1. In a large stove-pot, melt coconut oil on medium-high heat.

2. Once melted and the pot is hot, add ginger and saute for 5 minutes, continuously stirring.

3. Add bone broth, butternut squash, carrots, rutabaga, beet, salt, oregano and thyme to the pot. Bring to a boil, then turn down the heat to a simmer. Cook on simmer for another 20-25 minutes or until the vegetables are tender.

4. While the soup is cooking, brown the ground beef in a skillet on medium-high heat, stirring occasionally to brown meat evenly. Cook completely and set aside.
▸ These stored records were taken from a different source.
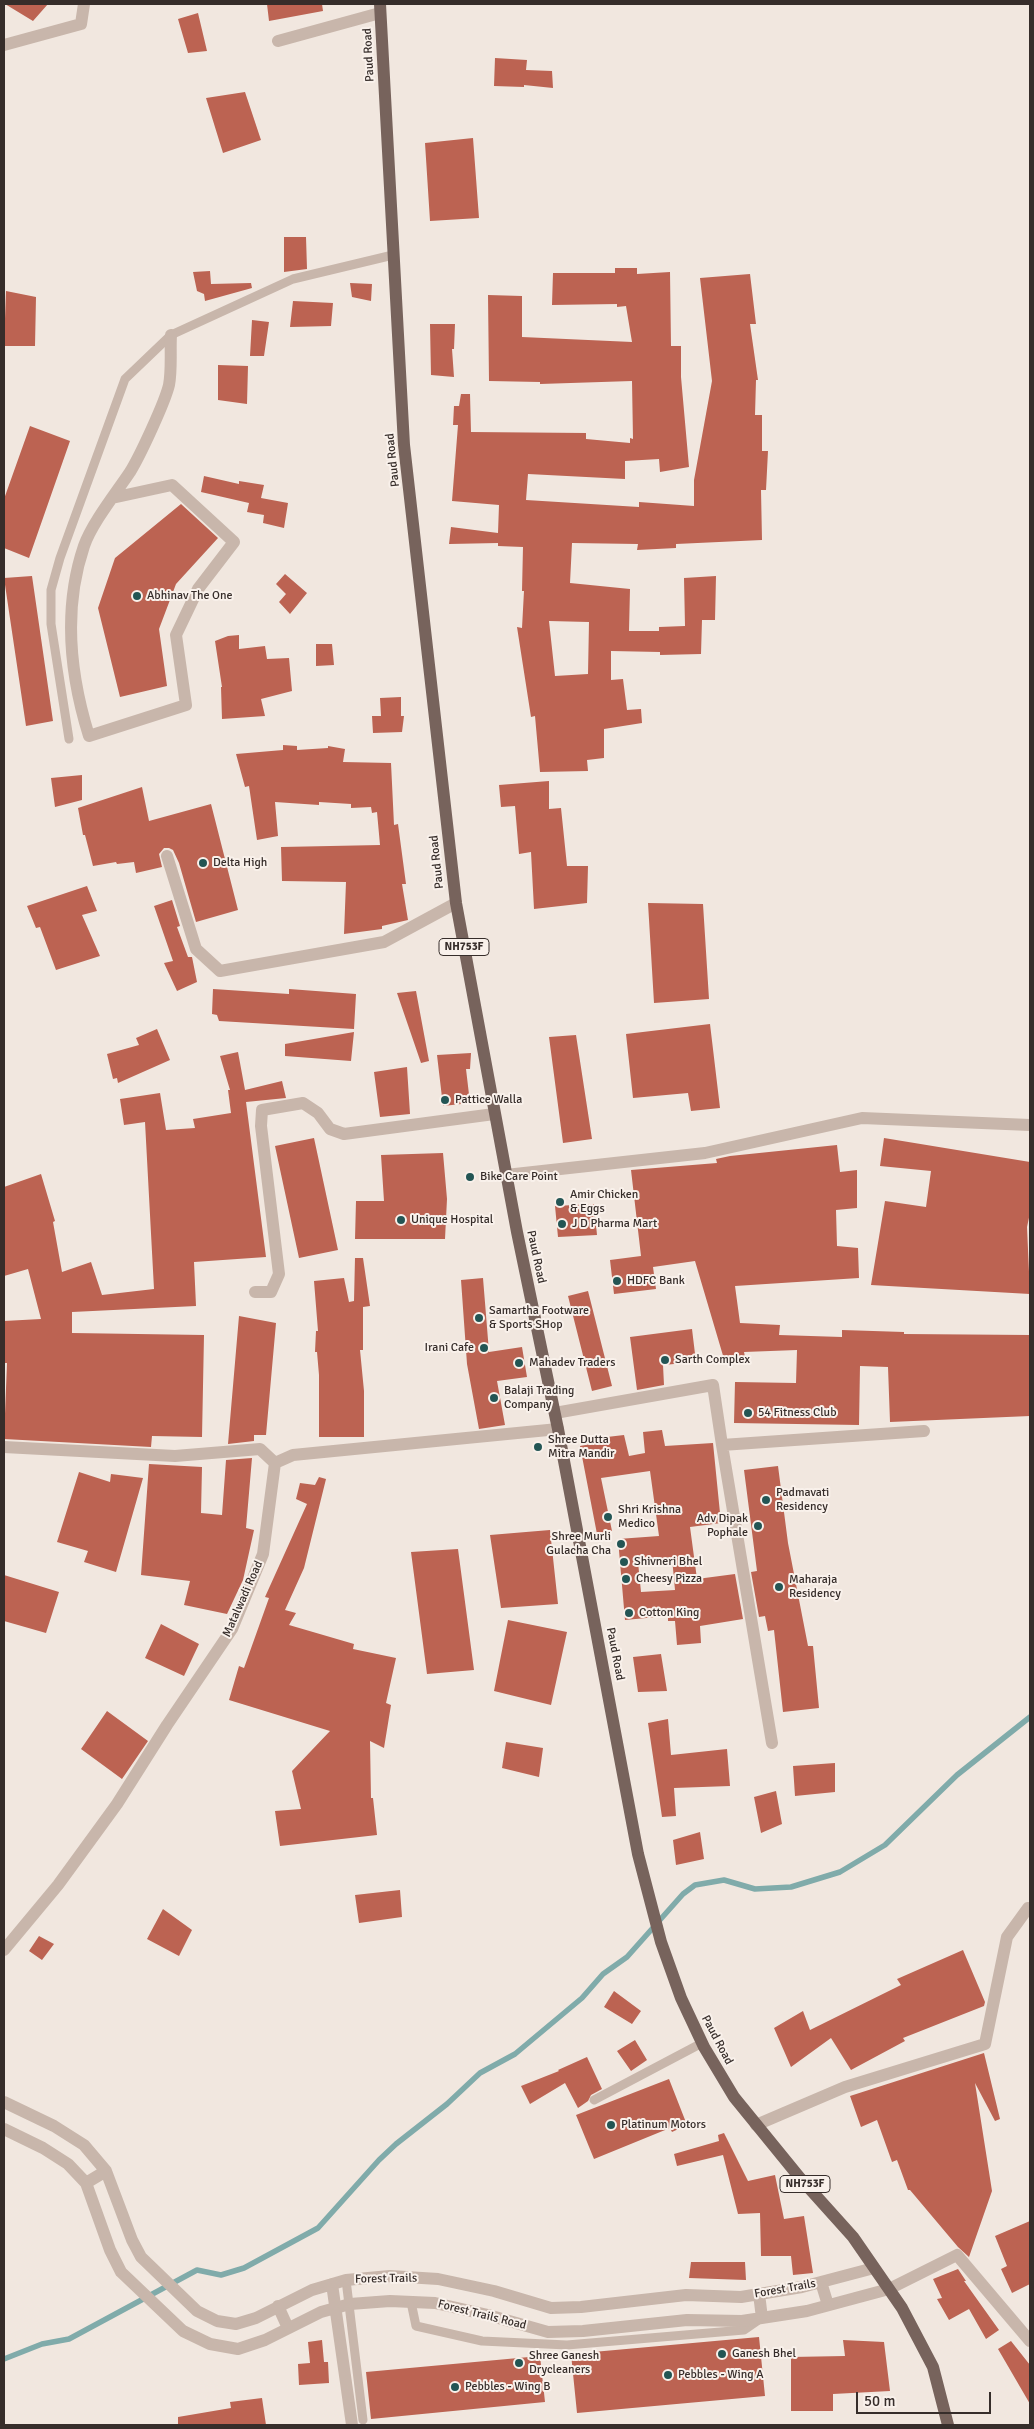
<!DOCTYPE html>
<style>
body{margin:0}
#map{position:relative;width:1034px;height:2429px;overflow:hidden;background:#f1e7df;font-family:Signika,sans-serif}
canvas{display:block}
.frame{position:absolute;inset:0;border:5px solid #362d2a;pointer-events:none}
.scale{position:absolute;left:856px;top:2392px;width:135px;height:22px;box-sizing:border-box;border:2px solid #362d2a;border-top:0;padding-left:6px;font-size:15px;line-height:18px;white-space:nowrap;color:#362d2a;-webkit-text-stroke:4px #f9f1eb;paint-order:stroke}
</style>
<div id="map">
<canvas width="1034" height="2429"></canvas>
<div class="frame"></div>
<div class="scale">50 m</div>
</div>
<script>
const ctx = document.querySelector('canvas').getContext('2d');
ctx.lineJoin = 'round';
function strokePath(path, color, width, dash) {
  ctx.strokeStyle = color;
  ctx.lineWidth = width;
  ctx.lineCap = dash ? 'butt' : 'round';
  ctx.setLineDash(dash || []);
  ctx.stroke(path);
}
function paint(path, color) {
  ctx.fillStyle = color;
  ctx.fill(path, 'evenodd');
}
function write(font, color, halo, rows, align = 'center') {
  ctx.font = font + ' Signika,sans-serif';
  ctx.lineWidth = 4;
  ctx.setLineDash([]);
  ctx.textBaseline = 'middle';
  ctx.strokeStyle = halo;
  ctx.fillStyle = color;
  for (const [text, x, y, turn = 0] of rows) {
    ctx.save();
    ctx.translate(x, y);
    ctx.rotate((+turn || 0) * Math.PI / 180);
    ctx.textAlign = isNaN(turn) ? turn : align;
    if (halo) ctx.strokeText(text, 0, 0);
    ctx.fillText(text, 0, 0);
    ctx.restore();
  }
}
const stream = new Path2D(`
 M4 2359 42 2344 69 2339 197 2270 221 2275 244 2268 318 2228 379 2160 396 2144 447 2104 480 2073 515 2054 582 1998 603 1974 627 1957 683 1894 695 1885 724 1880 755 1889 791 1887 840 1872 885 1845 957 1775 1030 1717`);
const building = new Path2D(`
 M5 4H48L33 21Z
 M267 4H322L323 11 269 21Z
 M198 13 207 51 188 53 178 19Z
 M495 58 527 60 526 70 552 71 553 88 524 85V87L494 86Z
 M245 92 261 140 223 153 206 98Z
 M473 138 479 218 430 221 425 143Z
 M284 237H306L307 269 284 272Z
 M615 268H637V274L670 272 671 346H681V377L689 467 660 472 659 459 625 461V479L528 474 526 500 639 507V502L694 506V480L712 381 700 278 750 274 756 324H750L758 380H756L755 415H762V451H768L766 490H761L762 540 676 544V548L637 550 638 544 572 543 570 583 630 589 629 631H659V627L685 626 684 578 716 576 715 620H702L701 654 660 655V652L611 651V680L623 679 627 710 641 709 642 723 604 729V758L587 760 588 771 540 772 535 716 531 717 517 627 522 628 524 591H522L523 547 498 546V543L449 544 451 527 498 533 499 505 452 501 458 425H453L454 406H459L461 394H470L471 432 586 433V439L630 443V438L633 439 632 381 540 384V382L489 381 488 295 522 296V337L632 342 626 306 617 307V304L552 305 553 273H615ZM549 621 589 622 588 674 555 676Z
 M210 271 211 284 251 283 252 288 205 301 204 294 197 291 193 272Z
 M350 283 372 284 371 301 352 297Z
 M6 291 36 297 35 346H4Z
 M293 301 333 303 331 326 290 327Z
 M252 320 269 322 264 356H250Z
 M430 324H455L454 349H452L454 377 431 375Z
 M218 365 248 366 247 404 218 400Z
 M30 426 70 441 29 558 4 548V499Z
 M204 476 239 484V481L264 485 261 498 288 503 284 528 263 523 264 515 247 512 249 503 201 492Z
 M181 504 218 538 176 584 159 629 167 686 120 697 98 608 115 558Z
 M285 574 307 593 290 614 279 602 286 594 276 584Z
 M32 576 53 721 26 726 4 578Z
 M239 635V649L265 646 267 659 289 658 292 691 261 699 265 716 222 719 221 687H222L215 641 228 636Z
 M316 644H332L334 665 316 666Z
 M401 697V716H404L402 732 373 733 372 716H381L380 698Z
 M283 745 297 746V750L328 748V746L345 749 343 762 391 763 394 825 398 824 406 884H402L408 920 382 926V929L344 934 346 882 282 881 281 847 380 845 377 812 372 813 371 807 351 808V804L319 802V805L275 802 278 836 257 840 249 786 245 787 236 754 283 750Z
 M82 775V800L55 807 51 778Z
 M549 781V809L561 808 567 866H588L587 903 534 909 531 852 519 854 515 806 501 807 499 785Z
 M142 787 149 821 211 804 238 910 196 922 179 863 173 850 169 848H164L159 854 162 867 136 873 134 862 117 864 116 862 93 866 85 835H83L78 808Z
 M87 886 97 911 82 915 100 956 56 970 40 927 36 928 27 906Z
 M172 900 180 926 177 927 188 957H192L197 982 177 991 164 963 173 961 154 906Z
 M648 903 703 904 709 999 654 1003Z
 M213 989 289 994V989L356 994 354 1029 219 1021 217 1015 212 1014Z
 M416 991 429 1061 421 1063 397 993Z
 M710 1024 720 1108 691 1111 688 1093 633 1098 626 1034Z
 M157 1029 170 1060 118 1083 117 1078 113 1079 107 1054 139 1045 136 1038Z
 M354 1032 351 1061 285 1056V1044Z
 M576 1035 592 1139 563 1143 549 1037Z
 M238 1052 245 1090 282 1081 286 1098 246 1102 266 1257 194 1262 196 1306 72 1312V1333L204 1335 202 1437 152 1436 151 1447 4 1439 7 1363H4V1321L41 1319 28 1269 4 1276V1187L41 1174 55 1221 53 1222 62 1272 91 1262 102 1295 154 1289 145 1122 124 1125 120 1099 160 1093 166 1130 195 1128 193 1119 231 1113 228 1090H230L220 1056Z
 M471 1053 470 1069H466L470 1103 443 1106 437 1055Z
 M407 1067 410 1114 380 1117 374 1072Z
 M314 1138 338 1250 299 1258 275 1146Z
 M884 1138 1030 1162V1213L1027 1227 1030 1294 871 1285 885 1201 926 1207 931 1171 880 1166Z
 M837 1145 840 1172 857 1170V1208L836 1210 837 1246 858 1248 859 1278 735 1286 740 1323 780 1325 779 1335 842 1337V1330L904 1332V1334L1030 1335V1416L890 1422 888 1367 860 1366 859 1425 734 1423 735 1382 796 1383 797 1350 744 1352 745 1357 724 1359 695 1261 653 1267 656 1289 614 1294 610 1260 641 1256 631 1170 717 1163 716 1159 730 1156Z
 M443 1153 447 1199 445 1239H355L356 1201H384L381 1155Z
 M594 1204 597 1235 558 1237 555 1206Z
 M355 1258H363L370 1306 363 1307V1350H360L364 1391V1437H319V1375L317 1352H315L316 1331H318L314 1281 344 1278 349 1302 354 1301Z
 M483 1278 489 1352 522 1347 527 1377 497 1381 505 1425 479 1429 467 1364 461 1280Z
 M588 1291 612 1386 592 1391 568 1296Z
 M239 1316 276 1323 266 1435H254V1441L228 1444Z
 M692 1329 696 1362 663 1365 664 1385 637 1390 630 1337Z
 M662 1430 665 1446 713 1443 721 1523 690 1527 697 1579 735 1574 743 1619 700 1626 701 1643 677 1645 675 1621H668V1616L625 1620 618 1539 659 1536 650 1471 601 1478 612 1531 597 1534 580 1446 607 1441V1437L624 1435 629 1456 645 1453 643 1432ZM672 1558 675 1590 641 1592 638 1562Z
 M252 1458 246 1528 254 1530 243 1580 227 1614 184 1605 190 1581 141 1575 149 1464 202 1467 201 1513 222 1515 226 1460Z
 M778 1466 788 1543 808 1646H813L819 1708 783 1712 774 1630 768 1631 765 1616 759 1617 751 1572 757 1571 744 1470Z
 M79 1472 110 1482 111 1474 143 1478 116 1572 84 1562 88 1551 57 1542Z
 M319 1477 326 1479 304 1568 285 1610 296 1613 289 1625 354 1644 353 1649 396 1658 386 1703 391 1705 384 1748 370 1741 371 1798H373L377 1835 280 1846 275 1811 301 1809 292 1771 330 1731 229 1700 239 1666 244 1668 269 1598 265 1597 307 1504 296 1499 300 1483 315 1485Z
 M550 1530 558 1604 501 1608 490 1535Z
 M458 1549 474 1670 427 1674 411 1552Z
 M4 1575 59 1592 46 1633 4 1621Z
 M508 1620 567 1632 551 1705 494 1691Z
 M161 1624 199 1644 184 1676 145 1658Z
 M661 1654 667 1691 638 1692 633 1657Z
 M107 1711 148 1741 122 1779 81 1749Z
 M668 1719 671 1755 727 1749 730 1786 674 1788 676 1816 662 1817 648 1723Z
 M506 1742 543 1748 539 1777 502 1768Z
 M835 1763V1792L795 1796 793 1766Z
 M776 1791 782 1824 761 1833 754 1797Z
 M700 1832 704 1859 676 1865 673 1840Z
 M400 1890 402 1917 359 1923 355 1895Z
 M163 1909 192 1930 179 1956 147 1939Z
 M39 1936 54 1944 42 1960 29 1951Z
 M963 1950 985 2002 984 2006 903 2038 905 2041 851 2070 831 2038 791 2067 774 2028 803 2011 810 2030 901 1985 897 1979Z
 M614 1991 641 2011 632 2024 604 2007Z
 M635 2040 647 2060 631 2071 617 2051Z
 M984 2053 1000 2119 995 2121 975 2083 992 2191 969 2257 958 2247 910 2190H908L897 2160 892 2162 877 2120 861 2127 850 2096Z
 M587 2057 602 2089 591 2095 588 2101 578 2108 565 2083 530 2104 521 2086 559 2071 558 2070Z
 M669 2079 687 2125 672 2132 670 2128 594 2159 576 2115Z
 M724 2133 748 2181 775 2175 784 2219 804 2216 813 2273 793 2275 791 2256H761L760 2213 738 2214 723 2155 677 2166 674 2154 719 2141 718 2135Z
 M1030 2221V2284L1012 2293 1001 2269 1007 2266 995 2236Z
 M691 2262H745L746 2280 689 2278Z
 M958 2269 966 2281H964L999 2330 986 2339 969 2309 949 2320 937 2299 942 2298 933 2279Z
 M759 2337 765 2396 577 2413 571 2354Z
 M322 2340 324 2362H328L329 2383 299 2385 298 2364 310 2363 308 2342Z
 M843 2340 884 2342 890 2391 833 2394V2411H791V2357L845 2356Z
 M1011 2341 1030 2365V2404L998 2349Z
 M540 2356 545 2402 371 2419 366 2372Z
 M262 2398 266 2425H178V2417L231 2408 230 2402Z`);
const service = new Path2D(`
 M69 739 51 624V590L60 558 125 379 171 335 293 279 393 255
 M594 2100 702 2043
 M346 2280 363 2420
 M411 2302 416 2326 482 2341 567 2345 744 2330 757 2321`);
const minor = new Path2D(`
 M278 41 380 13
 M4 45 81 24 84 4
 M112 498 172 485 234 542 198 589 176 635 186 705 89 736C70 675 63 608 84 546 92 523 116 493 130 472 140 456 165 402 169 385 172 369 170 351 171 335
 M167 856 196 949 220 971 384 942 456 903
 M506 1175 705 1153 862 1118 1030 1125
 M255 1292H271L279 1274 261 1126 262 1110 303 1103 318 1113 330 1129 344 1134 494 1114
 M555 1413 713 1385 722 1445 924 1431
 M722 1445 772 1743
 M4 1447 175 1456 260 1449 275 1463
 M4 1950 58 1885 117 1804 167 1725 232 1629 263 1554 275 1463 293 1455 558 1429
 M4 2102 54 2126 84 2145 106 2171 132 2240 141 2257 197 2311 217 2321 236 2324 256 2318 312 2290 346 2280 390 2276 438 2279 494 2291 551 2308 581 2307 686 2295 741 2297 802 2287 874 2268
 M756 2125 845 2087 985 2044 1007 1937 1028 1908 1030 1910
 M4 2129 43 2148 68 2164 86 2183 110 2250 121 2272 183 2331 210 2344 238 2349 265 2340 321 2312 350 2304 390 2301 435 2303 488 2315 548 2332 583 2331 687 2320 742 2321 807 2311 889 2289 957 2255 1030 2341
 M86 2183 106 2171
 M821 2282 828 2305
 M332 2284 352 2425
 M759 2294 762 2318
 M278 2306 288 2328`);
const primary = new Path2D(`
 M380 4 404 445 456 903 517 1232 558 1429 638 1854 661 1942 681 1998 704 2047 734 2097 800 2178 853 2237 902 2308 933 2367 948 2425`);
const markers = [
 [137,596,5,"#235554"],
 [203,863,5,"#235554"],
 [445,1100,5,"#235554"],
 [470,1177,5,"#235554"],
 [560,1202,5,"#235554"],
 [401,1220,5,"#235554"],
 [562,1224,5,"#235554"],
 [617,1281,5,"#235554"],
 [479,1318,5,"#235554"],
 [484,1348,5,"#235554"],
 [665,1360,5,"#235554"],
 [519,1363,5,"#235554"],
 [494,1398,5,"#235554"],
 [748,1413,5,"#235554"],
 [538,1447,5,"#235554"],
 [766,1500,5,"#235554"],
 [608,1517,5,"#235554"],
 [758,1526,5,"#235554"],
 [621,1544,5,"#235554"],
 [624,1562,5,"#235554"],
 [626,1579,5,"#235554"],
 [779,1587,5,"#235554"],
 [629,1613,5,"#235554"],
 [611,2125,5,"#235554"],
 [722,2354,5,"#235554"],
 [519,2363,5,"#235554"],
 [668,2375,5,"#235554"],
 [455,2387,5,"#235554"]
];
const shields = [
 [464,947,50],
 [805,2184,50]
];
const shieldNames = [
 ["NH753F",464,947],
 ["NH753F",805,2184]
];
const streetNames = [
 ["Paud Road",369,55,-93],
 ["Paud Road",393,460,-96],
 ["Paud Road",437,862,-96],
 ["Paud Road",536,1257,78],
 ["Matalwadi Road",243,1599,-66],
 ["Paud Road",615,1654,79],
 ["Paud Road",717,2040,62],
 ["Forest Trails",386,2279,-1],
 ["Forest Trails",785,2289,-10],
 ["Forest Trails Road",482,2315,14]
];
const poiNames = [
 ["Abhinav The One",147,596],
 ["Delta High",213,863],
 ["Pattice Walla",455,1100],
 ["Bike Care Point",480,1177],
 ["Amir Chicken",570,1195],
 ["& Eggs",570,1209],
 ["Unique Hospital",411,1220],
 ["J D Pharma Mart",572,1224],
 ["HDFC Bank",627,1281],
 ["Samartha Footware",489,1311],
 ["& Sports SHop",489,1325],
 ["Irani Cafe",474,1348,"right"],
 ["Sarth Complex",675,1360],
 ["Mahadev Traders",529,1363],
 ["Balaji Trading",504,1391],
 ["Company",504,1405],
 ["54 Fitness Club",758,1413],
 ["Shree Dutta",548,1440],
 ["Mitra Mandir",548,1454],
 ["Padmavati",776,1493],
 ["Residency",776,1507],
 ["Shri Krishna",618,1510],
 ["Medico",618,1524],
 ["Adv Dipak",748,1519,"right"],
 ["Pophale",748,1533,"right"],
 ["Shree Murli",611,1537,"right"],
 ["Gulacha Cha",611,1551,"right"],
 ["Shivneri Bhel",634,1562],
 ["Cheesy Pizza",636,1579],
 ["Maharaja",789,1580],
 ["Residency",789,1594],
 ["Cotton King",639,1613],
 ["Platinum Motors",621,2125],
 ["Ganesh Bhel",732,2354],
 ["Shree Ganesh",529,2356],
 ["Drycleaners",529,2370],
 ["Pebbles - Wing A",678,2375],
 ["Pebbles - Wing B",465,2387]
];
strokePath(stream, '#80abaa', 5.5);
paint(building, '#bc6352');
strokePath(service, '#c8b6ab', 9);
strokePath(minor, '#c8b6ab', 12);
strokePath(primary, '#77635c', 12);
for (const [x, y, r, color] of markers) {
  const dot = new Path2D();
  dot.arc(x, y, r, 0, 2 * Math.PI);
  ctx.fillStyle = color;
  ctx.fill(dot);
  strokePath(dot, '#f9f1eb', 2);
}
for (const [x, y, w] of shields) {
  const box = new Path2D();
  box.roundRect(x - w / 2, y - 8.5, w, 17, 4);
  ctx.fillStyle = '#f9f1eb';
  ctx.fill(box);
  strokePath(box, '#362d2a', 1);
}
write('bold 11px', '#362d2a', null, shieldNames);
write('12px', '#362d2a', '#f9f1eb', streetNames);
write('12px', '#362d2a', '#f9f1eb', poiNames, 'left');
</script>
5. Once the veggies are tender, transfer 1-2 cups worth of soup to a blender. Blend until all ingredients are well-mixed. (This step is optional, but I like to blend some of it for appearance).

6. If you chose to blend some of the soup, add it back to the pot, along with the beef and kale. Simmer for another 10 minutes until the kale softens.

7. Optional- top with avocado slices and cilantro. Serve with your favorite soup bread/muffin if you wish.